▸ Your goal
Reproduce each record exactly, leaving out no line.

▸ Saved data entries
• • • •

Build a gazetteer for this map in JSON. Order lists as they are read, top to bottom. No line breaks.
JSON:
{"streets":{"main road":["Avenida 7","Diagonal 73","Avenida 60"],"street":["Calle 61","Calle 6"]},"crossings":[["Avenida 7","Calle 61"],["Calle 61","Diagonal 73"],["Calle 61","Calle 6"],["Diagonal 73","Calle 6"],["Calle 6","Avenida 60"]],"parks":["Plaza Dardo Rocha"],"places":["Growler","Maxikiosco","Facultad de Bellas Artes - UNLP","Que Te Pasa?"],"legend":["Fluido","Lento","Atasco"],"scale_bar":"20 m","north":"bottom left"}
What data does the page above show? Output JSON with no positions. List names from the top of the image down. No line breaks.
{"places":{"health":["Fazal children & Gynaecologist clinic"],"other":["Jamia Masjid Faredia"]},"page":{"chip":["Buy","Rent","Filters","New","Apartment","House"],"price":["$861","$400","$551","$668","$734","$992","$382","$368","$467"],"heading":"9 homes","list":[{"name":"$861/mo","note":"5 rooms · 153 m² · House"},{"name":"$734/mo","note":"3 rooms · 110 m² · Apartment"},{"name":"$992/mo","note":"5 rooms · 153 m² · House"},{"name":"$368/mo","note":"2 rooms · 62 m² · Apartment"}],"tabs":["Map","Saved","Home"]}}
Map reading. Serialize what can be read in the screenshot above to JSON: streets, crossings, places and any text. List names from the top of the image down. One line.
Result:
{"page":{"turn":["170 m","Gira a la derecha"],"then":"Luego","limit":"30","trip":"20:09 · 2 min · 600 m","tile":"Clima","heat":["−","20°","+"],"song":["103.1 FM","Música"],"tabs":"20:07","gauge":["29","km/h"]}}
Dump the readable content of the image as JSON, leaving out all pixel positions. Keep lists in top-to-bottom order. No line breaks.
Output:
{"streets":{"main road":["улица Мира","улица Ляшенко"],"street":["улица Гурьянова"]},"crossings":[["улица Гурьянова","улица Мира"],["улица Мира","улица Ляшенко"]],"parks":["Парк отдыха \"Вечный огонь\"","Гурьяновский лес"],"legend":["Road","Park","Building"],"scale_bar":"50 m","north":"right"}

• • • •

▸ Your solution
Build a gazetteer for this map in JSON. Order lists as they are read, top to bottom. No line breaks.
JSON:
{"streets":{"main road":["Avenida 7","Diagonal 73","Avenida 60"],"street":["Calle 61","Calle 6"]},"crossings":[["Avenida 7","Calle 61"],["Calle 61","Diagonal 73"],["Calle 61","Calle 6"],["Diagonal 73","Calle 6"],["Calle 6","Avenida 60"]],"parks":["Plaza Dardo Rocha"],"places":["Growler","Maxikiosco","Facultad de Bellas Artes - UNLP","Que Te Pasa?"],"legend":["Fluido","Lento","Atasco"],"scale_bar":"20 m","north":"bottom left"}
What data does the page above show? Output JSON with no positions. List names from the top of the image down. No line breaks.
{"places":{"health":["Fazal children & Gynaecologist clinic"],"other":["Jamia Masjid Faredia"]},"page":{"chip":["Buy","Rent","Filters","New","Apartment","House"],"price":["$861","$400","$551","$668","$734","$992","$382","$368","$467"],"heading":"9 homes","list":[{"name":"$861/mo","note":"5 rooms · 153 m² · House"},{"name":"$734/mo","note":"3 rooms · 110 m² · Apartment"},{"name":"$992/mo","note":"5 rooms · 153 m² · House"},{"name":"$368/mo","note":"2 rooms · 62 m² · Apartment"}],"tabs":["Map","Saved","Home"]}}
Map reading. Serialize what can be read in the screenshot above to JSON: streets, crossings, places and any text. List names from the top of the image down. One line.
Result:
{"page":{"turn":["170 m","Gira a la derecha"],"then":"Luego","limit":"30","trip":"20:09 · 2 min · 600 m","tile":"Clima","heat":["−","20°","+"],"song":["103.1 FM","Música"],"tabs":"20:07","gauge":["29","km/h"]}}
Dump the readable content of the image as JSON, leaving out all pixel positions. Keep lists in top-to-bottom order. No line breaks.
Output:
{"streets":{"main road":["улица Мира","улица Ляшенко"],"street":["улица Гурьянова"]},"crossings":[["улица Гурьянова","улица Мира"],["улица Мира","улица Ляшенко"]],"parks":["Парк отдыха \"Вечный огонь\"","Гурьяновский лес"],"legend":["Road","Park","Building"],"scale_bar":"50 m","north":"right"}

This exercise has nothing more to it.